Thesis Laurent Noël

Abstract : Nowadays, computer generated images can be found everywhere, through a wide range of applications such as video games, cinema, architecture, publicity, artistic design, virtual reality, scientific visualization, lighting engineering, etc.

Consequently, the need for visual realism and fast rendering is increasingly growing.

Realistic rendering involves the estimation of global illumination through light transport simulation, a time consuming process for which the convergence rate generally decreases as the complexity of the input virtual 3D scene increases.

In particular, occlusions and strong indirect illumination are global features of the scene that are difficult to handle efficiently with existing techniques.

This thesis addresses this problem through the application of discrete shape analysis to rendering.

Our main tool is a curvilinear skeleton of the empty space of the scene, a sparse graph containing important geometric and topological information about the structure of the scene.

By taking advantage of this skeleton, we propose new methods to improve both real-time and off-line rendering methods.

Concerning real-time rendering, we exploit geometric information carried by the skeleton for the approximation of shadows casted by a large set of virtual point lights representing the indirect illumination of the 3D scene.

Regarding off-line rendering, our works focus on algorithms based on path sampling, that constitute the main paradigm of state-of-the-art methods addressing physically based rendering.

Our skeleton leads to new efficient path sampling strategies guided by topological and geometric features.

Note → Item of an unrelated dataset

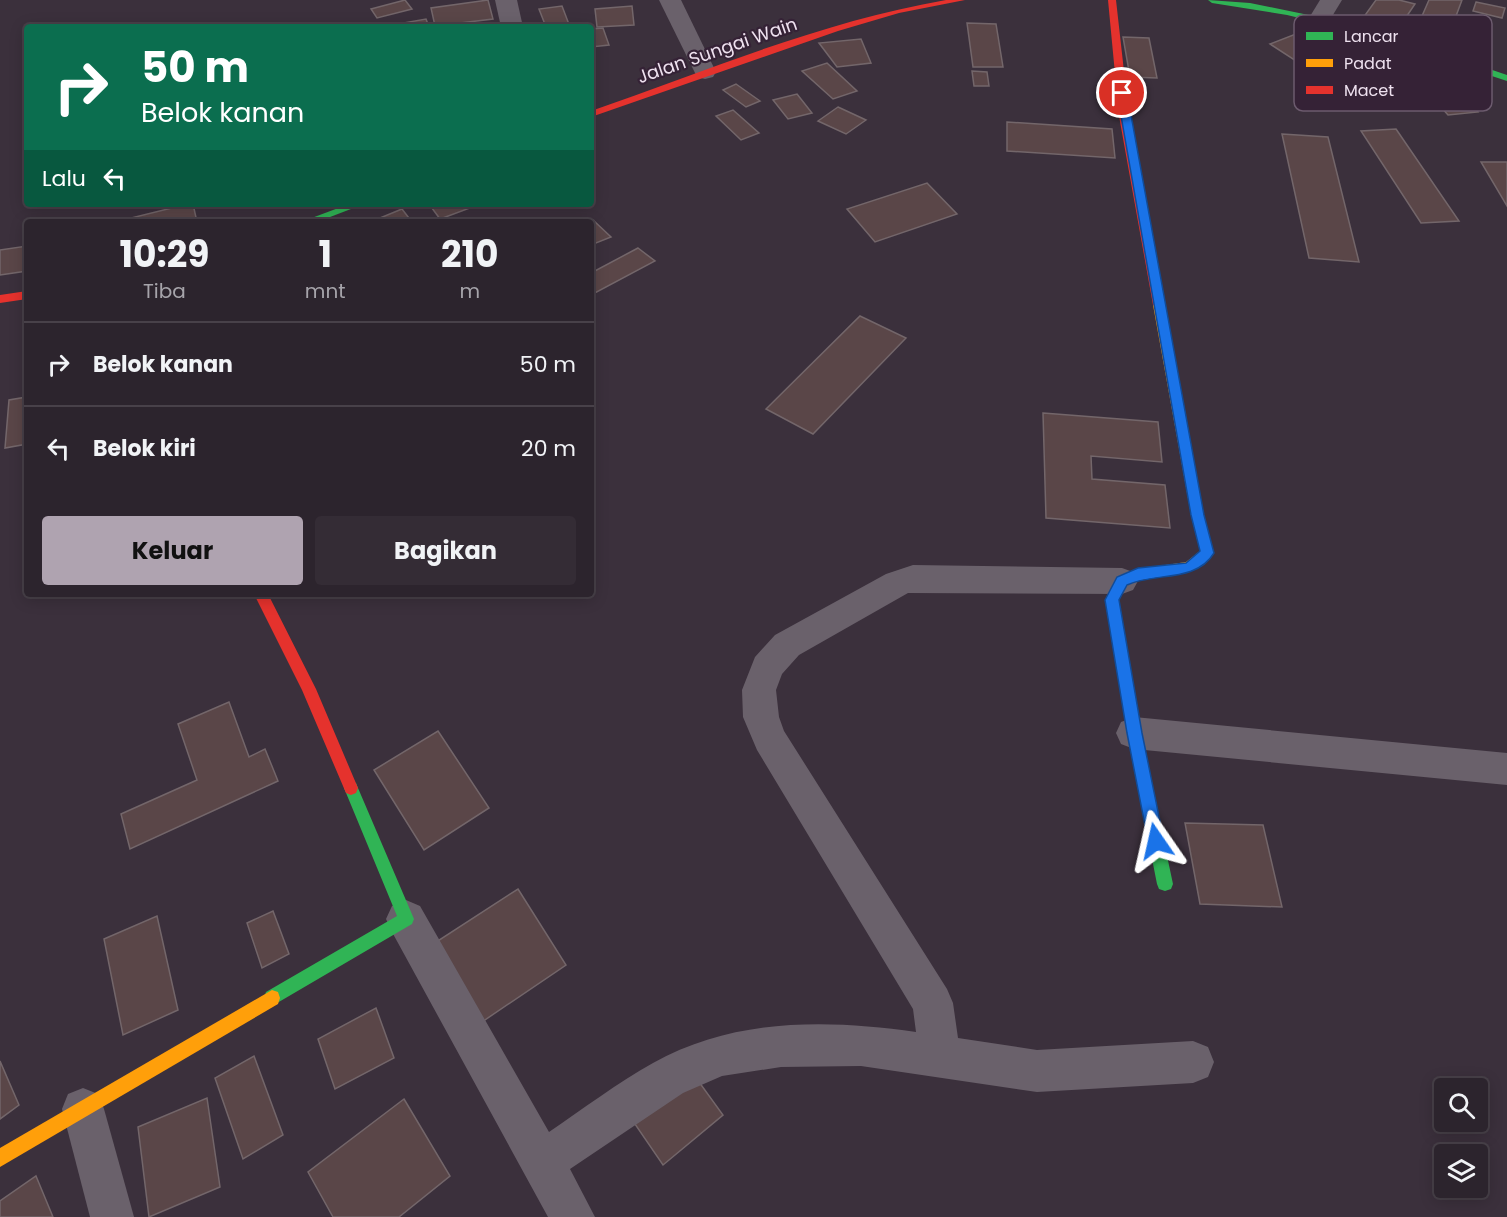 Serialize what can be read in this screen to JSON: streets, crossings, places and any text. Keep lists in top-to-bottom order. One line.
{"streets":{"street":["Jalan Sungai Wain"]},"legend":["Lancar","Padat","Macet"],"page":{"turn":["50 m","Belok kanan"],"then":"Lalu","eta":["10:29","Tiba","1","mnt","210","m"],"list":[{"name":"Belok kanan","value":"50 m"},{"name":"Belok kiri","value":"20 m"}],"buttons":["Keluar","Bagikan"]}}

Addressing the same problem, we also propose a sampling strategy based on a second tool from discrete shape analysis: the opening function of the empty space of the scene, describing the local thickness of that space at each point.

Our contributions demonstrate improvements over existing approaches and clearly indicate that discrete shape analysis offers many opportunities for the development of new rendering techniques.

http://igm.univ-mlv.fr/~lnoel/

http://igm.univ-mlv.fr/~lnoel/research/thesis.pdf

 

Tuesday 15th of December 2015 at 10 am, in the Amphi 160 to ESIEE Paris.